====== GIVEN ENTRIES ======

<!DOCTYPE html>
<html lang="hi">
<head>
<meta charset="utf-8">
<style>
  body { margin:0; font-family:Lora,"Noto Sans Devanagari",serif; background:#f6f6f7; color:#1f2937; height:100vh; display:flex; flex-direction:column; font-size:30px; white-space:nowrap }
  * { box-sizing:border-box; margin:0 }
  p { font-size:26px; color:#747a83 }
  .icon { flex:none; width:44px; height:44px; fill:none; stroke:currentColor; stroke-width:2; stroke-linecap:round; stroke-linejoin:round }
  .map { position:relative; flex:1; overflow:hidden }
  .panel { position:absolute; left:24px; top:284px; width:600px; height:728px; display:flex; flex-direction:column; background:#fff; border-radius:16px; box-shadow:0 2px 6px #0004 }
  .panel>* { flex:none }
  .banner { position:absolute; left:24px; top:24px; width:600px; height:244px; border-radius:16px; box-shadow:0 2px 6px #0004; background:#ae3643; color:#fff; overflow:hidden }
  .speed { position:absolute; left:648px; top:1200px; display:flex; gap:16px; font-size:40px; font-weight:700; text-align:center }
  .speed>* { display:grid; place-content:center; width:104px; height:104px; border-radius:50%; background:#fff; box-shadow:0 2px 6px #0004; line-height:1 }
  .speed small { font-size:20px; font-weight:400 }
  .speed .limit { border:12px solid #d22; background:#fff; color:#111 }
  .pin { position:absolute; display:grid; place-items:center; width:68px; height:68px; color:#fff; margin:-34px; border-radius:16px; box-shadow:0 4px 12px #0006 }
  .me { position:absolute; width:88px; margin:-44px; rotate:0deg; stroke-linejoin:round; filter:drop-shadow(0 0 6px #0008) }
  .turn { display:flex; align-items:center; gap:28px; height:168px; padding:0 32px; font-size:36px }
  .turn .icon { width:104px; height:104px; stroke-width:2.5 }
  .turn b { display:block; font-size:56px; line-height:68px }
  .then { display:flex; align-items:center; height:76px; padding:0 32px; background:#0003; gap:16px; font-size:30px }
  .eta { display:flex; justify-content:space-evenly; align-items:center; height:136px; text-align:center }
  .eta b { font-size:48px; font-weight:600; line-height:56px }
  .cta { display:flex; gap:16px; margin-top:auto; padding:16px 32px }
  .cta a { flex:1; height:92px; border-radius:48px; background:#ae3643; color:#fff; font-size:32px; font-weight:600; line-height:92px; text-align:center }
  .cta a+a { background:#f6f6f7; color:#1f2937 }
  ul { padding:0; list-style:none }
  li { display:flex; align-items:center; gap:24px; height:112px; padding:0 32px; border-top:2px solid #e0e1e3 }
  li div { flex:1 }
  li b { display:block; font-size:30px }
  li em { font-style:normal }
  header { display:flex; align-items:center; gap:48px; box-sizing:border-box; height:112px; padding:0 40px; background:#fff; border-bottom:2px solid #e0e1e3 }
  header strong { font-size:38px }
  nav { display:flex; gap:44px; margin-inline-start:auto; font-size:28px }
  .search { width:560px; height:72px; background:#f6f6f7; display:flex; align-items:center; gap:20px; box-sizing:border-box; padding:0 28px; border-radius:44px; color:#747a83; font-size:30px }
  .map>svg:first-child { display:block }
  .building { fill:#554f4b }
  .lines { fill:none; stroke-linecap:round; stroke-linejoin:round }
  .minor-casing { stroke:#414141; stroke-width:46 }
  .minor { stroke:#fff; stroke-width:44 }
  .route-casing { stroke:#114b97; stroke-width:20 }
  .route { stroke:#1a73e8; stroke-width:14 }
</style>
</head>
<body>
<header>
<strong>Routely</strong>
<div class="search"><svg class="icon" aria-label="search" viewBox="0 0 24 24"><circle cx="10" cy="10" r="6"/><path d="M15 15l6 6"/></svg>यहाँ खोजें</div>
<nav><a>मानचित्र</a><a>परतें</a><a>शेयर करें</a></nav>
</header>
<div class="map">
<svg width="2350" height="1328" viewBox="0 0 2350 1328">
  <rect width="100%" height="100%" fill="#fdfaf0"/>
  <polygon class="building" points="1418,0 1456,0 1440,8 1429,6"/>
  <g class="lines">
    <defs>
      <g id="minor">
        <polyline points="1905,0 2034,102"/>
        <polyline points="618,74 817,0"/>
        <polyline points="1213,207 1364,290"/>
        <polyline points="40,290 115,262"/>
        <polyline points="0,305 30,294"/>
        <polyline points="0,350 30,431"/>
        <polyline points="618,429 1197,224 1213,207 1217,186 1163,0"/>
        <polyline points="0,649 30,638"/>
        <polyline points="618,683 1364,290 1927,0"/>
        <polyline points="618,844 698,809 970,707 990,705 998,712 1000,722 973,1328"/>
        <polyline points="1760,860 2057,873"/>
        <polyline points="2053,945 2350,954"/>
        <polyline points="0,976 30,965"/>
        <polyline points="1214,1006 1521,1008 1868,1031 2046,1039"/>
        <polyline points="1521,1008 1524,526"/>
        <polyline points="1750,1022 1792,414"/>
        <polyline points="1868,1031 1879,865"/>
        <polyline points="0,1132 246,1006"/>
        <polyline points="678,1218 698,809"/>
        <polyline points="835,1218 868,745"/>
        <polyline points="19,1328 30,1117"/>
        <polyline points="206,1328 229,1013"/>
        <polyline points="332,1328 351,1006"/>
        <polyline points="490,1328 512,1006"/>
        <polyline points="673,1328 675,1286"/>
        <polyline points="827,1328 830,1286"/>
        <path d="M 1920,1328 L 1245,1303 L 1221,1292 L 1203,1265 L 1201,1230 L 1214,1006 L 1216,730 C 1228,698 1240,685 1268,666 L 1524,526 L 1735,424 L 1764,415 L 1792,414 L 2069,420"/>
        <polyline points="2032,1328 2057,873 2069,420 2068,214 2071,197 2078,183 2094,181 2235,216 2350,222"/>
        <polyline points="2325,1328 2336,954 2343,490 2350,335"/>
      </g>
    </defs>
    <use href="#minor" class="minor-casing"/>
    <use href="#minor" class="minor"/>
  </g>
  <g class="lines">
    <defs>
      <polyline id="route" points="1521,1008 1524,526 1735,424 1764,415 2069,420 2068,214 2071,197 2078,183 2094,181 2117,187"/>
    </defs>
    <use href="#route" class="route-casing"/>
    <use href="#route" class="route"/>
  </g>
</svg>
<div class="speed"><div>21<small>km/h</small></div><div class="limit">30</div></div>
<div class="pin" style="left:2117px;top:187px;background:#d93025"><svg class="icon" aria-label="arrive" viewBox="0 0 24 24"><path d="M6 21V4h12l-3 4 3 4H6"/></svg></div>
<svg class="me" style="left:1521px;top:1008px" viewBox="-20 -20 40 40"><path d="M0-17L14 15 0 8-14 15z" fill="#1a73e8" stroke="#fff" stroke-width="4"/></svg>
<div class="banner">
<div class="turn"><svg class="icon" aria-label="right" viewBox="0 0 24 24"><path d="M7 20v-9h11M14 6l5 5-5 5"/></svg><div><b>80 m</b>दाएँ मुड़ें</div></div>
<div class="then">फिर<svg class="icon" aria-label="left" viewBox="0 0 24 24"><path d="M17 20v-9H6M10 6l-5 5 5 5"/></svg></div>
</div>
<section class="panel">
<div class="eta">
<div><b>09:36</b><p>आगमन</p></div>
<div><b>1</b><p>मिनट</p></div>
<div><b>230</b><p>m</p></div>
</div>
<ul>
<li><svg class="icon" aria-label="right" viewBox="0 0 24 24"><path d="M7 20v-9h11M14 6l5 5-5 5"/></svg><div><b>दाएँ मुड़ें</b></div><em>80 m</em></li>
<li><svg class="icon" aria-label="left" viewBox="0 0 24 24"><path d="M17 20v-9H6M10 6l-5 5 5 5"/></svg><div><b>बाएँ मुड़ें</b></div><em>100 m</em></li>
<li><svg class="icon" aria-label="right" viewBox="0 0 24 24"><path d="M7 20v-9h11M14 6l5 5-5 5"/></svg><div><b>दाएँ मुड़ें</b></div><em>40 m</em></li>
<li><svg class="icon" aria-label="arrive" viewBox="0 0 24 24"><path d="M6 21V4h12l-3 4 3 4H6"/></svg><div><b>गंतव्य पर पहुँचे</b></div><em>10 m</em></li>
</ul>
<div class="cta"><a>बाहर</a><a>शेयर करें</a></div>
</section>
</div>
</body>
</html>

======

* **TASK BRIEF**
Number of lines above containing "body": state it and nothing else.

* **WRITTEN REPLY**
3